As previously stated, it is preferable that the integral baffle
housing module 200 be used in conjunction with a first stage noise
suppression device, described in detail below, where the first
stage noise suppression device is configured to attach directly to
the firearm, and the integral baffle housing module 200 is
configured to attach to the first stage noise suppression device.
The female threads 315 represent an exemplary attachment mechanism
that is configured to attach the integral baffle housing module 200
to a complimentary attachment mechanism associated with the first
stage noise suppression device. Those skilled in the art will
appreciate the fact that other attachment mechanism configurations
are within the scope of the present invention. If the integral
baffle housing module 200 is not used in conjunction with a first
stage noise suppression device, the attachment mechanism, such as
the female threads 315 would be used to attach the integral baffle
housing module 200 directly to the muzzle of the firearm.
In accordance with the present invention, the integral baffle
housing module 200 is manufactured as a monolithic unit. In
accordance with a preferred embodiment, the integral baffle housing
module 200 is made from plastic and manufactured using a layered
printing process.
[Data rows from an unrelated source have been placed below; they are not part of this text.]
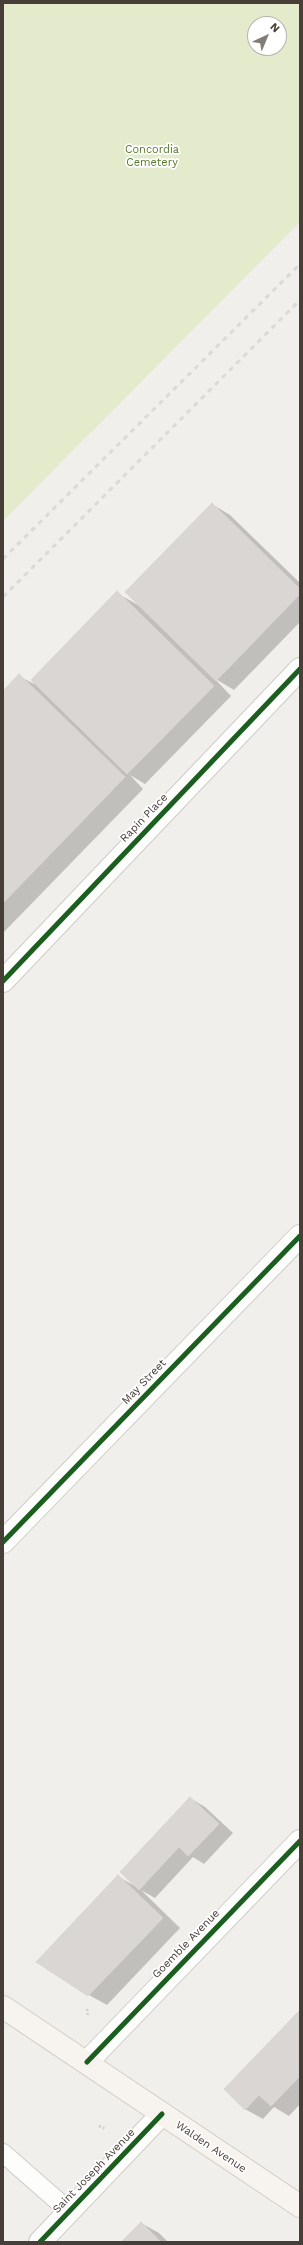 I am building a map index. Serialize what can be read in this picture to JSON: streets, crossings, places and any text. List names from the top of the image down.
{
  "streets": {
    "main road": ["Walden Avenue"],
    "street": [
      "Rapin Place",
      "May Street",
      "Goemble Avenue",
      "Saint Joseph Avenue"
    ]
  },
  "crossings": [
    ["Goemble Avenue", "Walden Avenue"],
    ["Walden Avenue", "Saint Joseph Avenue"]
  ],
  "parks": ["Concordia Cemetery"],
  "north": "top right"
} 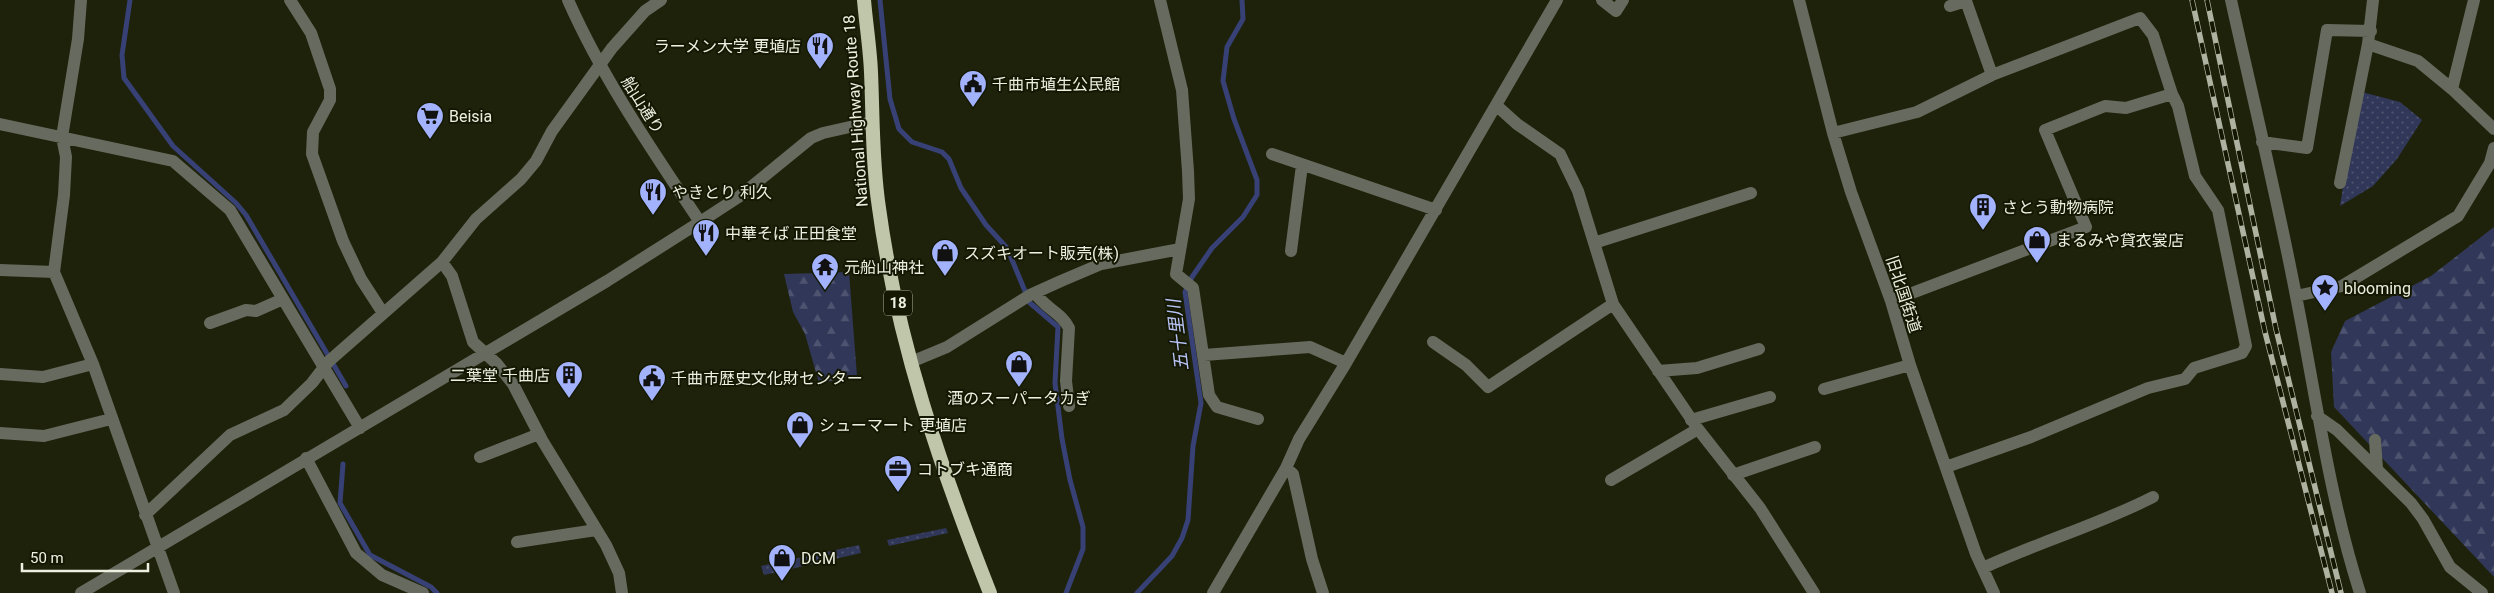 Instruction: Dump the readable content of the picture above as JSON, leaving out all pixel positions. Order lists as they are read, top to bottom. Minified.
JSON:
{"streets":{"highway":["National Highway Route 18","18"],"street":["船山通り","旧北国街道"]},"water":["五十里川"],"places":{"restaurant":["ラーメン大学 更埴店","やきとり 利久","中華そば 正田食堂"],"public building":["千曲市埴生公民館","千曲市歴史文化財センター"],"supermarket":["Beisia"],"building":["さとう動物病院","二葉堂 千曲店"],"shop":["まるみや貸衣裳店","スズキオート販売(株)","酒のスーパータカぎ","シューマート 更埴店","DCM"],"temple":["元船山神社"],"place":["blooming"],"office":["コトブキ通商"]},"scale_bar":"50 m"} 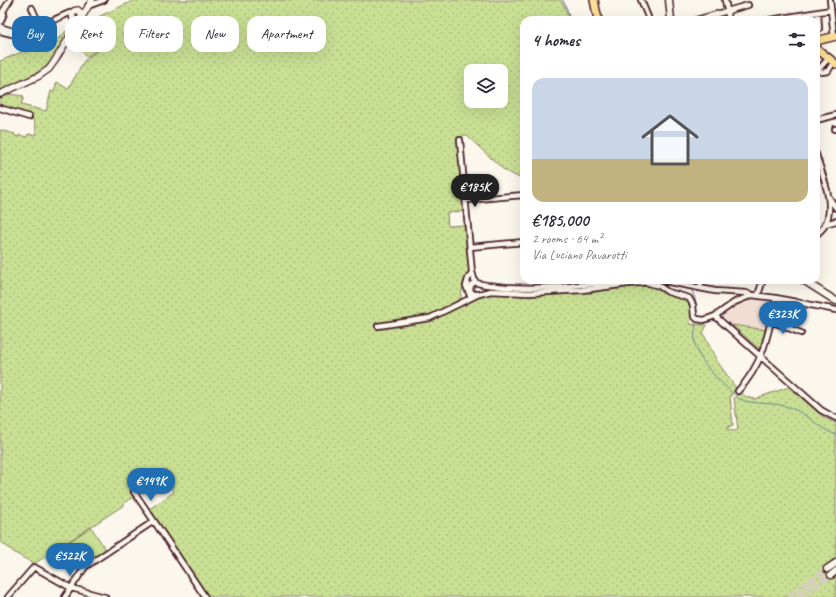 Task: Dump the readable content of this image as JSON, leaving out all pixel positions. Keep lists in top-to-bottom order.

Layered printing is a well known process for
manufacturing three-dimensional objects from a digital model,
whereby micro-thin layers of the manufacturing material are laid
down successively until the entire three-dimensional object is
complete.
As referred to herein below, an integral baffle housing module is
monolithic if there are at least no welded joints or seams between
the various components that make up the core of the integral baffle
housing module (e.g., the one or more baffles), and no welded
joints or seams between the core, or any structures that make up
the core, and the various interior surfaces and/or structures that
make up the body of the integral baffle housing module 200. For
example, comparing the longitudinal view of integral baffle housing
module 200 in FIG. 3 to the conventional noise suppression device
100 in FIG. 1, it can be seen that no welded joints or seams, such
as seams 120a, 120b, 120c, 120d and 120e, exist in the integral
baffle housing module 200. As stated, this can be accomplished
using a layered printing process.
It should be noted, however, the present invention does not
necessarily exclude the addition of other structural components
that are not integral, so long as there are at least no welded
joints or seams between the various components that make up the
core of the integral baffle housing module (e.g., the one or more
baffles), and no welded joints or seams between the core, or any
structures that make up the core, and the various interior surfaces
and/or structures that make up the body of the integral baffle
housing module 200, as stated above. For example, in the first
exemplary embodiment of FIGS. 2 and 3, the proximal and distal end
caps 210 and 215 are illustrated as being integral components of
the integral baffle housing module 200. That is, there are no
welded joints or seams between the end caps and the body of the
integral baffle housing module 200. However, in accordance with
exemplary embodiments of the present invention, the integral baffle
housing module is still considered monolithic even if the end caps
are not integral, so long as the other aforementioned requirements
are met.
As one skilled in the art will readily appreciate, the propellant
gas exerts a great deal of pressure on the inner surfaces of any
noise suppression device, and the welded joints or seams, such as
seams 120a, 120b, 120c, 120d and 120e illustrated in the
conventional noise suppression device 100 of FIG. 1, are more
likely to serve as points of mechanical failure than the
corresponding, seamless points in integral baffle housing module
200. Thus, as stated above, manufacturing the integral baffle
housing module 200 as a monolithic unit will enhance the structural
integrity of the device.
While the present invention is not limited to a integral baffle
housing module made of plastic, the use of plastic results in
several unexpected benefits. First, plastic is relatively porous in
comparison to metal. Experimental tests suggest that this porosity
provides an alternative pathway for the expanding propellant gas to
escape the suppressor. Furthermore, as a result of the layered
printing process, there are actually very small layers of air
between each of the layers of plastic material. The testing also
suggests that the expanding propellant gas is able to escape
through these layers of air. Although the amount of propellant gas
that actually escapes through these alternative pathways is
relatively small, it is enough to realize a measurable improvement
in noise reduction as a result.
Second, materials such as metal, that exhibit good heat absorption
(i.e., good heat transfer characteristics), generally make good
noise suppression devices because they have the ability to remove
heat from the expanding propellant gas, thus lowering the
temperature of the gas and improving noise suppression. While
plastic does not absorb heat as well as metal, the aforementioned
porosity of plastic is still effective in removing heat from the
propellant gas because the porosity allows the heat, along with the
propellant gas, to vent from the inside to the outside of the
integral baffle housing module.
Further, because plastic does not absorb heat as does metal, the
temperature of the plastic will stay relatively cool, compared to
metal, despite the excessive heat produced by the propellant gas.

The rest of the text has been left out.